Atun dan Acan (suaminya) duduk dan diapit oleh Ibu bersama kakakku Ismet serta orang tua Acan. Ibuku juga mengenakan pakaian adat Buton, sedang Ismet mengenakan jas. Mereka terlihat sangat gagah dan anggun. Saya melihat mereka dengan tatap bahagia sekaligus ada kesedihan yang leintas di benakku. Saya membayangkan almarhum bapakku. Di tengah hentakan musik serta ucapan selamat dari banyak orang, saya selalu membayangkan bapak. Apakah ia sedang menyaksikan peristiwa ini? Apakah gerangan yang dirasakannya? Apakah ia bahagia sebahagia ibuku yang duduk di dekat pelaminan sana dan senantiasa tersenyum? Saya hanya bisa mereka. Masih terlintas di benakku kalimatnya bahwa momen menikahkan anak adalah momen yang paling bahagia bagi seorang ayah. Sayang sekali, ia tidak sempat menuai kebahagiaan itu ketika maut akhirnya menjauhkannya dari titik bahagia tersebut. Tetapi, saya selalu berharap agar ia jauh lebih bahagia di alam sana. Semoga.

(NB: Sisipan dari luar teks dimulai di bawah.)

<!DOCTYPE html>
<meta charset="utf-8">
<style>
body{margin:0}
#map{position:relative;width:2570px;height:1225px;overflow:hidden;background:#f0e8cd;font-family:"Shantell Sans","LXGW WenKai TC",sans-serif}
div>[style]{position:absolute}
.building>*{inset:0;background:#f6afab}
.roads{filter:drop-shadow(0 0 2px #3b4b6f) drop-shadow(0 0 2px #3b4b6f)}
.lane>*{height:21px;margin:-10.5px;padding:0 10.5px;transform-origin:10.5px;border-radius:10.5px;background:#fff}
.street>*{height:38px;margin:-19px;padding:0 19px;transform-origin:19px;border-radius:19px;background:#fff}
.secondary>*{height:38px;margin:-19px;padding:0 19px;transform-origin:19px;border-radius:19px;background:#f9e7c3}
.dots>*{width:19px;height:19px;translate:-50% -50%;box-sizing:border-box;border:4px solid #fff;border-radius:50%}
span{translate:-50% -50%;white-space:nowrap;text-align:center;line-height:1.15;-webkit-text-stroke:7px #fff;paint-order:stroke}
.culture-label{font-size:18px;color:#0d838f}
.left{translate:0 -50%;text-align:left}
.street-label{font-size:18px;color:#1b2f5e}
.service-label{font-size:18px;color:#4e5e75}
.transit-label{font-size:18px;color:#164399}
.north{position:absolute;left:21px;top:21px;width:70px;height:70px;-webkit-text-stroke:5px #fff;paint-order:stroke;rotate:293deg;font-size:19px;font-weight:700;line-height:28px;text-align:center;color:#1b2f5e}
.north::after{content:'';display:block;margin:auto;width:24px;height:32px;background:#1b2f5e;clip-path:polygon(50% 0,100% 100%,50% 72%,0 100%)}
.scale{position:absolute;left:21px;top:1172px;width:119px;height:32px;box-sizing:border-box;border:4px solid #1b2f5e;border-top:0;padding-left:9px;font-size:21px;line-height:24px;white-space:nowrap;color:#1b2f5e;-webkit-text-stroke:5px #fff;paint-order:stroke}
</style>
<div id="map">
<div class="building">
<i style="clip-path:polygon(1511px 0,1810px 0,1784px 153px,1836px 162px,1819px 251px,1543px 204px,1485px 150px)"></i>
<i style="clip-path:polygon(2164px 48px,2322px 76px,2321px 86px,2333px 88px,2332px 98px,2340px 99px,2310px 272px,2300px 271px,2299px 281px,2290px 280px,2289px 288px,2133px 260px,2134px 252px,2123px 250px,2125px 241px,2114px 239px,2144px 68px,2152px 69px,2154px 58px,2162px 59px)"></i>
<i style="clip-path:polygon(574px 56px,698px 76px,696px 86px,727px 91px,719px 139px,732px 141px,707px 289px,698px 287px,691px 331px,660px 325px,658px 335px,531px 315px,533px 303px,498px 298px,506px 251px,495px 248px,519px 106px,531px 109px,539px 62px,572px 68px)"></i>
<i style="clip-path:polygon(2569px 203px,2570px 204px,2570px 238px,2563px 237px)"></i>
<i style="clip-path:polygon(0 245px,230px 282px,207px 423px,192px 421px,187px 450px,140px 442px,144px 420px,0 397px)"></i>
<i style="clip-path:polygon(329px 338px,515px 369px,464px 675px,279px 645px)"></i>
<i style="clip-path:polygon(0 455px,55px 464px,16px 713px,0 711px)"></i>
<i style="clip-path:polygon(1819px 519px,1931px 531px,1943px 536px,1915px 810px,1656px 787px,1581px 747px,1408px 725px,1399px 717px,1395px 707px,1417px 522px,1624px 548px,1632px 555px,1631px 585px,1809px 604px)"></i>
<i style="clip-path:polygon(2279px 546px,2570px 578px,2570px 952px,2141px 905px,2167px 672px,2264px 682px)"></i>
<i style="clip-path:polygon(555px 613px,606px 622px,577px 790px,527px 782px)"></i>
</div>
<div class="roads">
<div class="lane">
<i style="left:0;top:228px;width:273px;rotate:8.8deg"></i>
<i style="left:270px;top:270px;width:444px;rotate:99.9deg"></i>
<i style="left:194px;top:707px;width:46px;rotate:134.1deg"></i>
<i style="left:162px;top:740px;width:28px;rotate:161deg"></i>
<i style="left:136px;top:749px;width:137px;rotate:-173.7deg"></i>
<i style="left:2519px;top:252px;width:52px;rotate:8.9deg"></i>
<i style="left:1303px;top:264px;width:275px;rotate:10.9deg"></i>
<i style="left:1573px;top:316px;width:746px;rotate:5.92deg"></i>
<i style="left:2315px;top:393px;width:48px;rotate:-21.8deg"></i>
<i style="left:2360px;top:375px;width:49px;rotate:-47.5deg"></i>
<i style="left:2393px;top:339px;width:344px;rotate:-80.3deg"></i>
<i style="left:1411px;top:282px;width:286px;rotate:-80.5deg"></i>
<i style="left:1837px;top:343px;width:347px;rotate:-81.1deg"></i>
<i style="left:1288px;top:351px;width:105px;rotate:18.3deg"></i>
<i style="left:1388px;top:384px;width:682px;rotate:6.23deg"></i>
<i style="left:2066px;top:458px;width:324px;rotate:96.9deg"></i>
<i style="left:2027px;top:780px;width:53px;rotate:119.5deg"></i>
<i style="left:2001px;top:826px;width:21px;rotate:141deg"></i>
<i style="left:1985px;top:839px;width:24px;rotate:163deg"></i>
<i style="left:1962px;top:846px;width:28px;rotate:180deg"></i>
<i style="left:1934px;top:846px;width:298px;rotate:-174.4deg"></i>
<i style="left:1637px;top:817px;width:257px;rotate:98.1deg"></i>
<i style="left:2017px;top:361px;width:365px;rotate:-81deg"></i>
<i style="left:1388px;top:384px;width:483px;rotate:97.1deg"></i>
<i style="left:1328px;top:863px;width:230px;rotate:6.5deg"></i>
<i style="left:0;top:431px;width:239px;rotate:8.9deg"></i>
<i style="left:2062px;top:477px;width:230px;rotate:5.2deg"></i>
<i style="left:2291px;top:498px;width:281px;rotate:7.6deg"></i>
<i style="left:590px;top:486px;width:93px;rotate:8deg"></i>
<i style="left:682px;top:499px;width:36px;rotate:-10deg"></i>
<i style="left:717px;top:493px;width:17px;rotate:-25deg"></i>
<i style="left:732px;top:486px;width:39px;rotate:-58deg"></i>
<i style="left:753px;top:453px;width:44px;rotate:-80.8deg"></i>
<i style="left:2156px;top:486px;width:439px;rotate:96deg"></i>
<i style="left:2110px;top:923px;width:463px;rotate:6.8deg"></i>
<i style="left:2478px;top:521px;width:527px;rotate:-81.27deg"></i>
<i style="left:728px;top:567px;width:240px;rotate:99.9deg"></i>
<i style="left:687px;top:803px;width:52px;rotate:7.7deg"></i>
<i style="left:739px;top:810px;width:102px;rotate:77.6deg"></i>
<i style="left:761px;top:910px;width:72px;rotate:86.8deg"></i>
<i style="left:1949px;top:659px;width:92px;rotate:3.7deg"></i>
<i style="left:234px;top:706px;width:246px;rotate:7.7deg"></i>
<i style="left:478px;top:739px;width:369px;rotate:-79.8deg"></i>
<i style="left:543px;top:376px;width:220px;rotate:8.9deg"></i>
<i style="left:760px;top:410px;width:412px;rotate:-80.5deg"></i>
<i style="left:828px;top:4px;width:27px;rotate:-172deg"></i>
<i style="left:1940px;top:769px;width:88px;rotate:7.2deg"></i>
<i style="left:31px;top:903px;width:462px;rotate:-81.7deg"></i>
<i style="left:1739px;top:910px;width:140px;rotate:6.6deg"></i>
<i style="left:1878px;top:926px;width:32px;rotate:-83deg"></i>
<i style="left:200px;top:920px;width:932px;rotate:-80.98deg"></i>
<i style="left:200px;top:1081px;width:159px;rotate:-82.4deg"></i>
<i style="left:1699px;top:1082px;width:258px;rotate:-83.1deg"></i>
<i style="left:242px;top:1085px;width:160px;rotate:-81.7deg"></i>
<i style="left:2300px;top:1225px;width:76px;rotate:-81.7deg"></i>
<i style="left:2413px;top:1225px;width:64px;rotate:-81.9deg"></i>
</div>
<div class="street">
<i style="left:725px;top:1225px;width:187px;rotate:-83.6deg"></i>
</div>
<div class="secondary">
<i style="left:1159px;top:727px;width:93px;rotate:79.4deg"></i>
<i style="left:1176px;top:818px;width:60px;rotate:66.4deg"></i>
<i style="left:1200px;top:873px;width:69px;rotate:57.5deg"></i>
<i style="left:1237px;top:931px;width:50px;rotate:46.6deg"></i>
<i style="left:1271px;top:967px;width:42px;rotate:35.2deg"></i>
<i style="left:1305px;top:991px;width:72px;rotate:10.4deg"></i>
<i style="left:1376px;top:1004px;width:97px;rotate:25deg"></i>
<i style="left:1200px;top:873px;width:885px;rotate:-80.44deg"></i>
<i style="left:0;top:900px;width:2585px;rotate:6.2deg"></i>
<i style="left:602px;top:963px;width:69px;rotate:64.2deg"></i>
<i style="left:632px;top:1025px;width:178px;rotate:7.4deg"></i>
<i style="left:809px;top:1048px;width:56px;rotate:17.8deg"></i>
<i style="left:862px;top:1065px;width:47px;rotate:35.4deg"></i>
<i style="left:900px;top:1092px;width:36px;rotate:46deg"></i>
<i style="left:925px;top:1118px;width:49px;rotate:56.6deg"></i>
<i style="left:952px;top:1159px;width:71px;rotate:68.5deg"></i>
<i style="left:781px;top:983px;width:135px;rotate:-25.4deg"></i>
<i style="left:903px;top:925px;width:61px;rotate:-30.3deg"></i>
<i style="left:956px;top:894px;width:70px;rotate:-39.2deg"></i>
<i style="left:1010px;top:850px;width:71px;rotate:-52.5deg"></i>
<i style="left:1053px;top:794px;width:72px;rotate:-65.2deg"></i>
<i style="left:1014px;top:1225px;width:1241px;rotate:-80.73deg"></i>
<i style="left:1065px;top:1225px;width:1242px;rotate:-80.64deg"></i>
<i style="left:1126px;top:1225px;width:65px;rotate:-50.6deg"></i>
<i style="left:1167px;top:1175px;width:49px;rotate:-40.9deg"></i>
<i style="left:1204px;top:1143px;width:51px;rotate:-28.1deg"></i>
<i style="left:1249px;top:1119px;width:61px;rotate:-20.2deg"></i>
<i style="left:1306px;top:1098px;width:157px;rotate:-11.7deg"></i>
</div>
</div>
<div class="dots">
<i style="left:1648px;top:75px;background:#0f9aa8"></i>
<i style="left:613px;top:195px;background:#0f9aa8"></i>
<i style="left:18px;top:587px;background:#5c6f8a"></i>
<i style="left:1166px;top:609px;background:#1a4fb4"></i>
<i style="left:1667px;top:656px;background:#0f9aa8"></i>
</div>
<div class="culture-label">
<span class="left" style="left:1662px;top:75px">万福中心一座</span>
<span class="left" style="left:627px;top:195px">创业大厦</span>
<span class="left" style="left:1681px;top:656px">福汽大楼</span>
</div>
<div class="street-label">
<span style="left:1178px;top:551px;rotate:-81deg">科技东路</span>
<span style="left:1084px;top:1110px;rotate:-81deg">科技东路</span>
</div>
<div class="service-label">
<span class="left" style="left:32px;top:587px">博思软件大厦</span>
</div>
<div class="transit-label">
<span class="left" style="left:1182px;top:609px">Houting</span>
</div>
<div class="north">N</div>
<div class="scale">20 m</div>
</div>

Kembali ke soal pernikahan adikku. Pernikahan ini cukup megah dan diadakan di satu gedung yang sengaja di sewa demi acara ini. Tak hanya menyewa gedung, ibuku juga menyewa catering untuk menyediakan makanan demi menggelar acara ini. Meski biayanya besar, namun pekerjaan besar yaitu memasak makanan itu bisa dilimphkan pada jasa catering. Biayanya cukup mahal sebab catering itu tak hanya menyiapkan makanan, tetapi juga pelaminan, dekorasi, pakaian pengantin, hingga jasa salon untuk merias pengantin dan orang tuanya. Jumlah total yang dikeluarkan ibuku sekitar Rp 20 juta. Sebuah jumlah yang cukup besar demi menggerakkan acara pernikahan yang berjalan laksana sebuah industri besar. Jumlah itu belum seberapa, sebab ada juga biaya yang dikeluarkan untuk menyewa electone, penyanyi serta dokumentasi audiovisual baik fotografi maupun gambar bergerak. Total biaya yang dikeluarkan bisa dua kali lipat dari jumlah yang dibayarkan untuk catering dan dekorasi.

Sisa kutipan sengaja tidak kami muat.